### Record excerpts:
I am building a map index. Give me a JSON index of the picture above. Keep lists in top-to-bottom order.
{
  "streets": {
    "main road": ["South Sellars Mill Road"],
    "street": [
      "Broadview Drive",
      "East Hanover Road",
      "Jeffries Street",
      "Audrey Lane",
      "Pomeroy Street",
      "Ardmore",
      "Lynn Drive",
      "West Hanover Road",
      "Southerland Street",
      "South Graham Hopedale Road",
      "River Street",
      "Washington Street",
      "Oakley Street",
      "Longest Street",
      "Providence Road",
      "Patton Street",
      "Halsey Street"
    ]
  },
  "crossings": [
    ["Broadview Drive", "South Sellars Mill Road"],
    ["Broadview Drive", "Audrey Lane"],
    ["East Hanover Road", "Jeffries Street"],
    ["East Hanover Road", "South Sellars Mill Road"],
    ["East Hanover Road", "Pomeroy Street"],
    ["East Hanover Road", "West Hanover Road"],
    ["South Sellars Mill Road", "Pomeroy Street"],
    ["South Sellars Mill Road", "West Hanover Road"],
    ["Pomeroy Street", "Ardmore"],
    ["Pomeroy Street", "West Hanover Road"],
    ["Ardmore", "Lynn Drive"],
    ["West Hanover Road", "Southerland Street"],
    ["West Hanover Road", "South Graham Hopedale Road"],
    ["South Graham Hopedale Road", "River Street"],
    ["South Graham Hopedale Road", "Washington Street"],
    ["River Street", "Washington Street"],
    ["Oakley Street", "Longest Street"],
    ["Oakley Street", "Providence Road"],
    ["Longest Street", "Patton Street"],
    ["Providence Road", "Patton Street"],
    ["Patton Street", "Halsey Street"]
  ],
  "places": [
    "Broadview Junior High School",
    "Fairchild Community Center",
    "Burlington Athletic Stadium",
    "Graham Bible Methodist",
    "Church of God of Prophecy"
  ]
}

### Your objective:
Search the listing for the word "Providence". Copy every line in which it occurs.

### Answer to this task:
      "Providence Road",
    ["Oakley Street", "Providence Road"],
    ["Providence Road", "Patton Street"],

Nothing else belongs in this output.